## Activity
Omit every picture, then return each line of the data below exactly.

## Dataset records

----

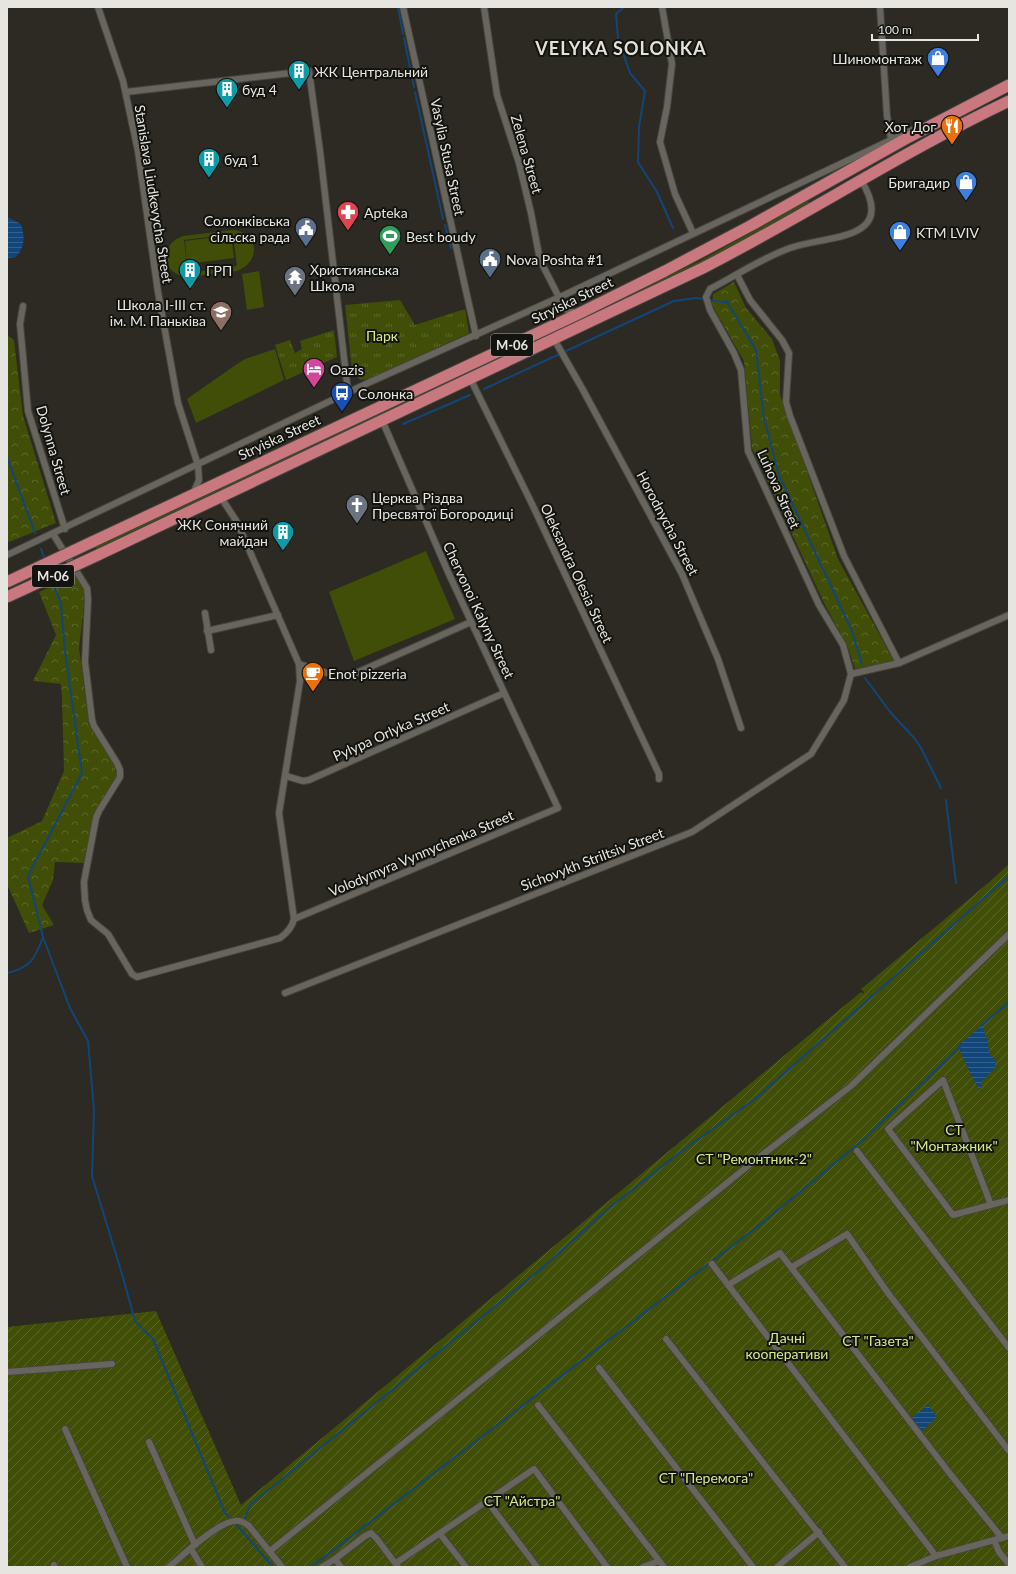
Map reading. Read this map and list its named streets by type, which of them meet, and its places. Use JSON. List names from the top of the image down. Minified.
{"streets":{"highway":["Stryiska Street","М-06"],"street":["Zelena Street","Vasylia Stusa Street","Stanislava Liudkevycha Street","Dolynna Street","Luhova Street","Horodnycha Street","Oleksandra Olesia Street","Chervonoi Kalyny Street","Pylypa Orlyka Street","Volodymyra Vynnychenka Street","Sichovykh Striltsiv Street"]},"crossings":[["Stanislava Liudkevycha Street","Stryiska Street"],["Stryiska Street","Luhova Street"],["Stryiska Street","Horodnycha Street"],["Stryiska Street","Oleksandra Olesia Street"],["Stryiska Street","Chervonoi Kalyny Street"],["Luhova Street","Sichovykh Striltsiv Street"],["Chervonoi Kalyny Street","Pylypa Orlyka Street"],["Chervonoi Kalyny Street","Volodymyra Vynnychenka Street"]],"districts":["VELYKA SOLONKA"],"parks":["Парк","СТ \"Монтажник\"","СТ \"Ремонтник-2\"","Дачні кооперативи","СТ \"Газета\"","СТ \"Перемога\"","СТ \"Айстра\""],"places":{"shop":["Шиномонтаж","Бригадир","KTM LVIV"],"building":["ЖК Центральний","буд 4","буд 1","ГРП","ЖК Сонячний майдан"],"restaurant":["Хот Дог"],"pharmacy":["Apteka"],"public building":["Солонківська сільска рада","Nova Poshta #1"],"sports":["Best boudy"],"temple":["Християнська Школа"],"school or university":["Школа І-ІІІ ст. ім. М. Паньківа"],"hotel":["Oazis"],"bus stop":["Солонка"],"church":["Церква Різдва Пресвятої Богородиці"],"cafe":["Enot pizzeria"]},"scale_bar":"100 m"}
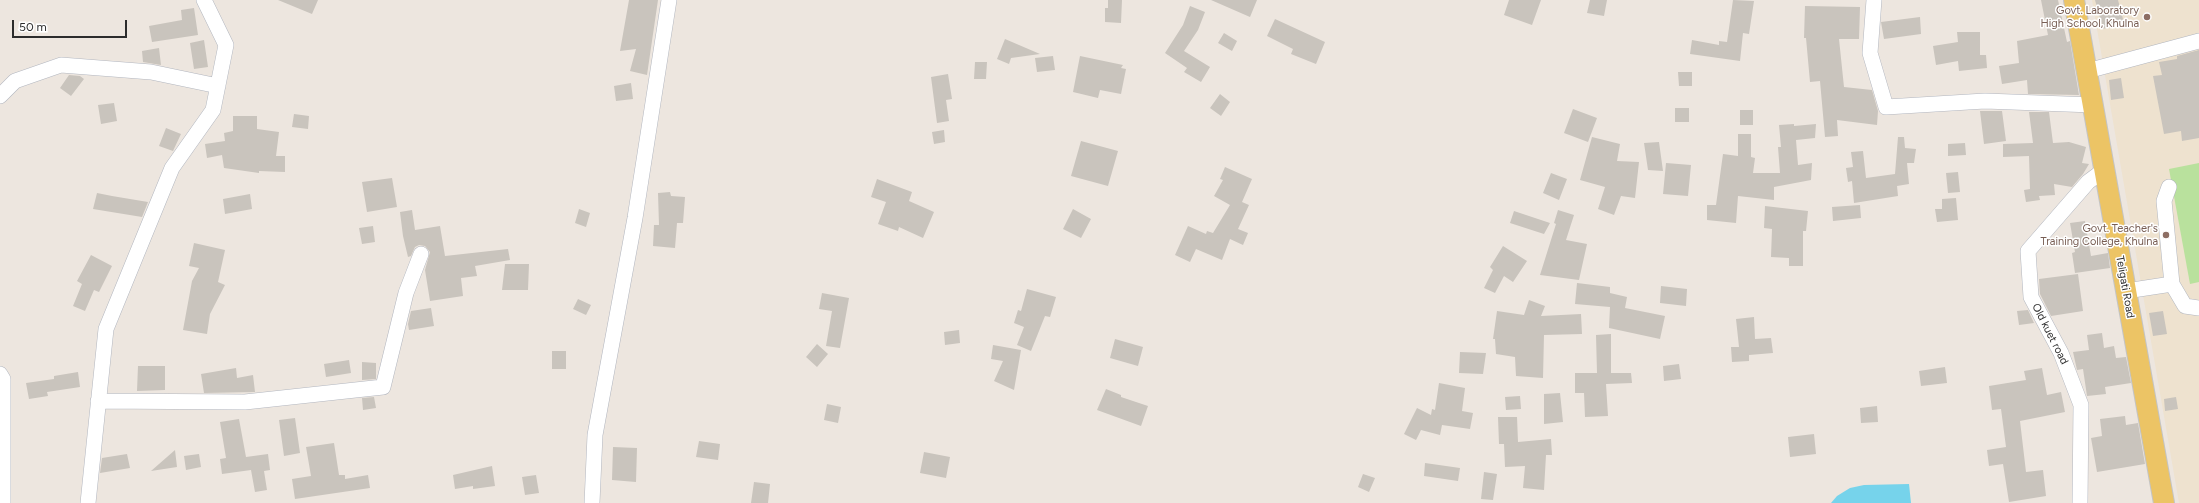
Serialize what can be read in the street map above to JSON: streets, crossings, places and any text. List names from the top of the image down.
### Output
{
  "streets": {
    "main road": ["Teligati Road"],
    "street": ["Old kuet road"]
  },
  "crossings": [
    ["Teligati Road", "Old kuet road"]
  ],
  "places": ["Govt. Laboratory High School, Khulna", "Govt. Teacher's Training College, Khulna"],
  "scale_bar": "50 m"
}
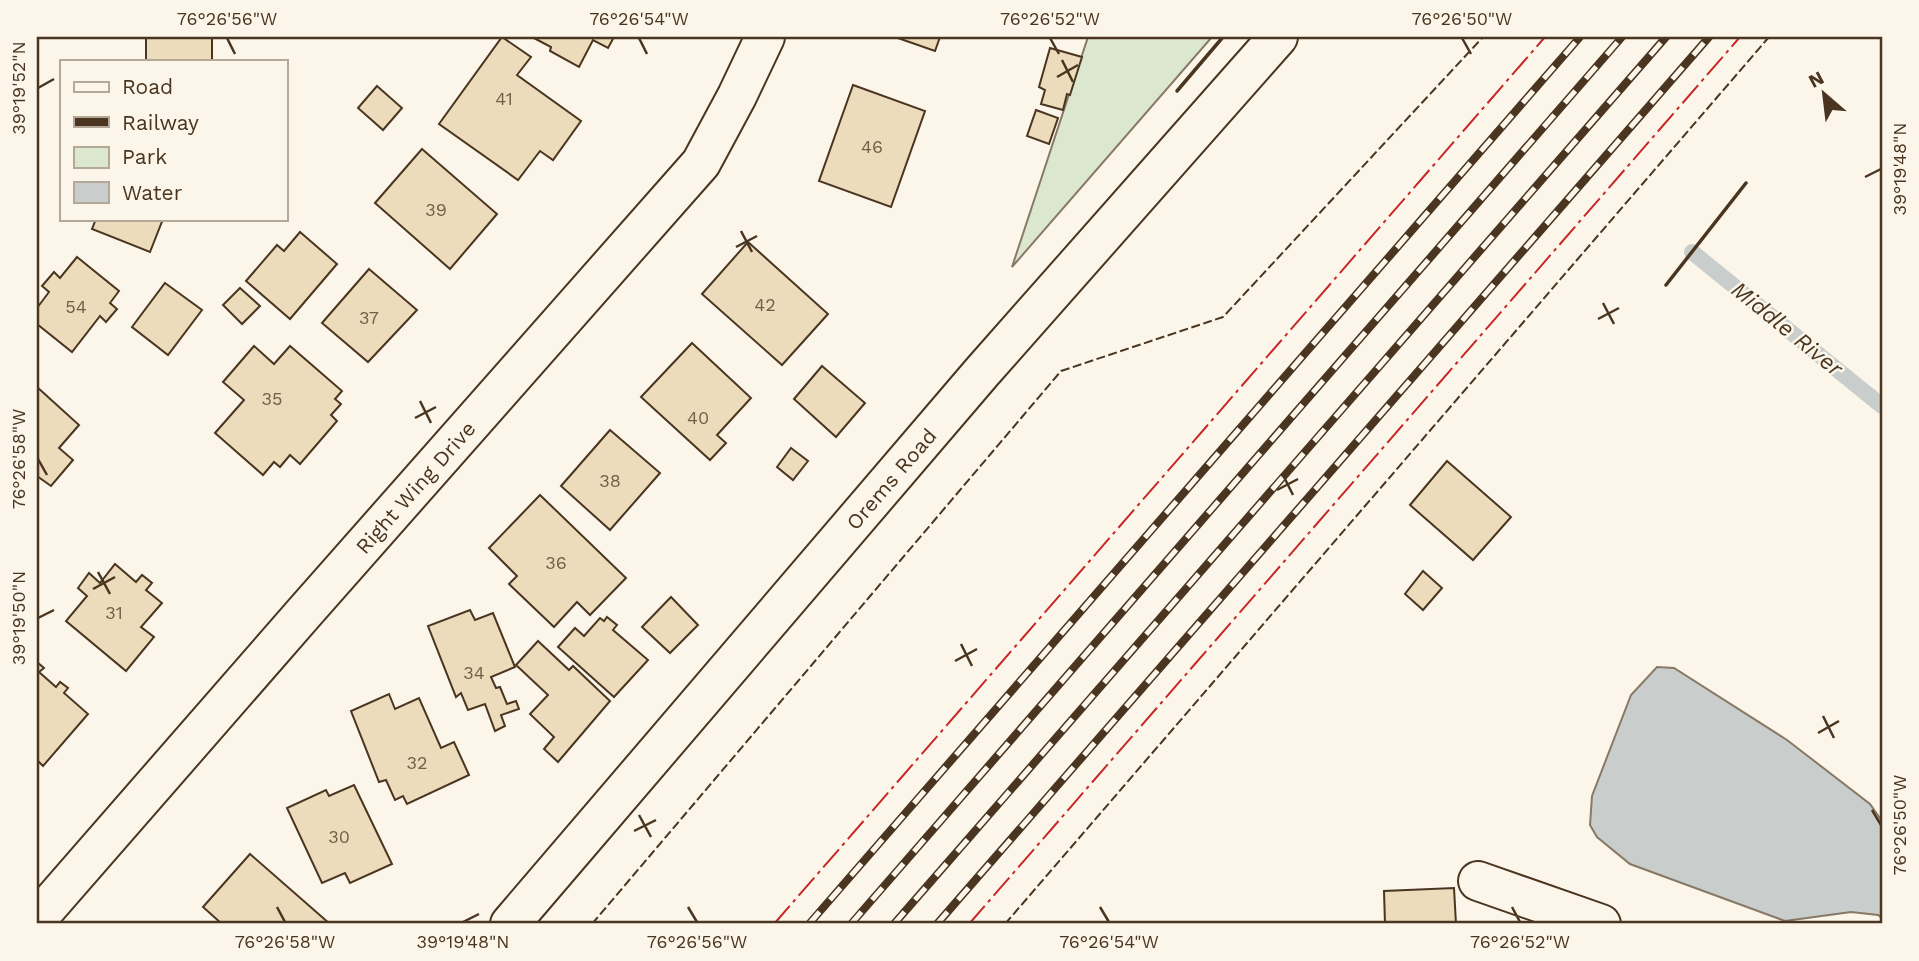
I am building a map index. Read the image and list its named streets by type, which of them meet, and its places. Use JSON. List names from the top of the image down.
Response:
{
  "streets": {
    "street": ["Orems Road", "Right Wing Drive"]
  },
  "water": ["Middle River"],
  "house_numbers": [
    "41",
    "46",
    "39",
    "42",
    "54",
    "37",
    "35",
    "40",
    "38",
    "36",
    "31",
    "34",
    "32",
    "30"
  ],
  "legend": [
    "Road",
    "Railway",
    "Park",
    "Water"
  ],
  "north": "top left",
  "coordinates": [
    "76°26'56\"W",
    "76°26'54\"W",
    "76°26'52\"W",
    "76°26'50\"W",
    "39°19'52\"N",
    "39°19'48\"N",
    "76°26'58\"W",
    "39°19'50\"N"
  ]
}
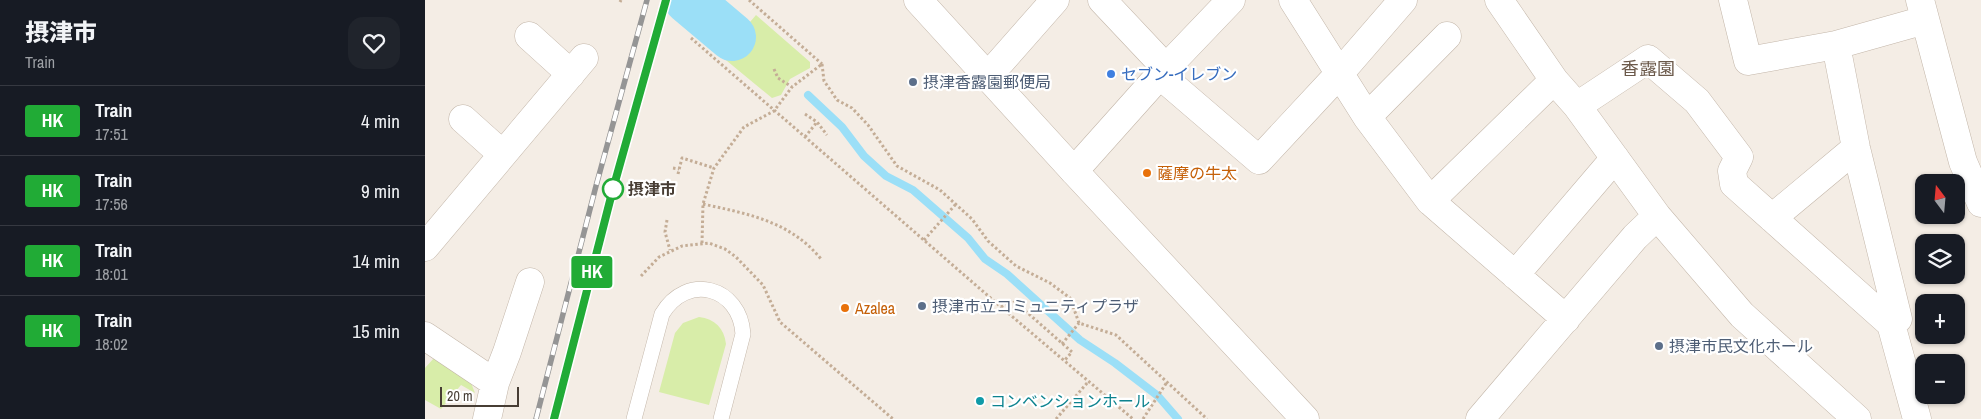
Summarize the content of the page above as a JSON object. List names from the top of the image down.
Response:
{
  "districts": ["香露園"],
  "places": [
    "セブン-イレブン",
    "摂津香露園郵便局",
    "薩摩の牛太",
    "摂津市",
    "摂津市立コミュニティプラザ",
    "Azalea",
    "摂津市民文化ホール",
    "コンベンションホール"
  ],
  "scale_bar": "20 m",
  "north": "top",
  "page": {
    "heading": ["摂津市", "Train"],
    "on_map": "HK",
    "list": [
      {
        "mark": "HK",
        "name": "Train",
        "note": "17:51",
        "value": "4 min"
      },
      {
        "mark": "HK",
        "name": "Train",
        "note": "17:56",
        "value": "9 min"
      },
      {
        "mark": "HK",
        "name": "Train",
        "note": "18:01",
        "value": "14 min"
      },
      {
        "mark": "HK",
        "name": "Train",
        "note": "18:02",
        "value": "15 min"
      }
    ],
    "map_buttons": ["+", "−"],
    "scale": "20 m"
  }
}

----

## Answer space
Map reading. Read this map and list its named streets by type, which of them meet, and its places. Use JSON. List names from the top of the image down. Minified.
{"streets":{"highway":["Stryiska Street","М-06"],"street":["Zelena Street","Vasylia Stusa Street","Stanislava Liudkevycha Street","Dolynna Street","Luhova Street","Horodnycha Street","Oleksandra Olesia Street","Chervonoi Kalyny Street","Pylypa Orlyka Street","Volodymyra Vynnychenka Street","Sichovykh Striltsiv Street"]},"crossings":[["Stanislava Liudkevycha Street","Stryiska Street"],["Stryiska Street","Luhova Street"],["Stryiska Street","Horodnycha Street"],["Stryiska Street","Oleksandra Olesia Street"],["Stryiska Street","Chervonoi Kalyny Street"],["Luhova Street","Sichovykh Striltsiv Street"],["Chervonoi Kalyny Street","Pylypa Orlyka Street"],["Chervonoi Kalyny Street","Volodymyra Vynnychenka Street"]],"districts":["VELYKA SOLONKA"],"parks":["Парк","СТ \"Монтажник\"","СТ \"Ремонтник-2\"","Дачні кооперативи","СТ \"Газета\"","СТ \"Перемога\"","СТ \"Айстра\""],"places":{"shop":["Шиномонтаж","Бригадир","KTM LVIV"],"building":["ЖК Центральний","буд 4","буд 1","ГРП","ЖК Сонячний майдан"],"restaurant":["Хот Дог"],"pharmacy":["Apteka"],"public building":["Солонківська сільска рада","Nova Poshta #1"],"sports":["Best boudy"],"temple":["Християнська Школа"],"school or university":["Школа І-ІІІ ст. ім. М. Паньківа"],"hotel":["Oazis"],"bus stop":["Солонка"],"church":["Церква Різдва Пресвятої Богородиці"],"cafe":["Enot pizzeria"]},"scale_bar":"100 m"}
Serialize what can be read in the street map above to JSON: streets, crossings, places and any text. List names from the top of the image down.
### Output
{
  "streets": {
    "main road": ["Teligati Road"],
    "street": ["Old kuet road"]
  },
  "crossings": [
    ["Teligati Road", "Old kuet road"]
  ],
  "places": ["Govt. Laboratory High School, Khulna", "Govt. Teacher's Training College, Khulna"],
  "scale_bar": "50 m"
}
I am building a map index. Read the image and list its named streets by type, which of them meet, and its places. Use JSON. List names from the top of the image down.
Response:
{
  "streets": {
    "street": ["Orems Road", "Right Wing Drive"]
  },
  "water": ["Middle River"],
  "house_numbers": [
    "41",
    "46",
    "39",
    "42",
    "54",
    "37",
    "35",
    "40",
    "38",
    "36",
    "31",
    "34",
    "32",
    "30"
  ],
  "legend": [
    "Road",
    "Railway",
    "Park",
    "Water"
  ],
  "north": "top left",
  "coordinates": [
    "76°26'56\"W",
    "76°26'54\"W",
    "76°26'52\"W",
    "76°26'50\"W",
    "39°19'52\"N",
    "39°19'48\"N",
    "76°26'58\"W",
    "39°19'50\"N"
  ]
}
Summarize the content of the page above as a JSON object. List names from the top of the image down.
Response:
{
  "districts": ["香露園"],
  "places": [
    "セブン-イレブン",
    "摂津香露園郵便局",
    "薩摩の牛太",
    "摂津市",
    "摂津市立コミュニティプラザ",
    "Azalea",
    "摂津市民文化ホール",
    "コンベンションホール"
  ],
  "scale_bar": "20 m",
  "north": "top",
  "page": {
    "heading": ["摂津市", "Train"],
    "on_map": "HK",
    "list": [
      {
        "mark": "HK",
        "name": "Train",
        "note": "17:51",
        "value": "4 min"
      },
      {
        "mark": "HK",
        "name": "Train",
        "note": "17:56",
        "value": "9 min"
      },
      {
        "mark": "HK",
        "name": "Train",
        "note": "18:01",
        "value": "14 min"
      },
      {
        "mark": "HK",
        "name": "Train",
        "note": "18:02",
        "value": "15 min"
      }
    ],
    "map_buttons": ["+", "−"],
    "scale": "20 m"
  }
}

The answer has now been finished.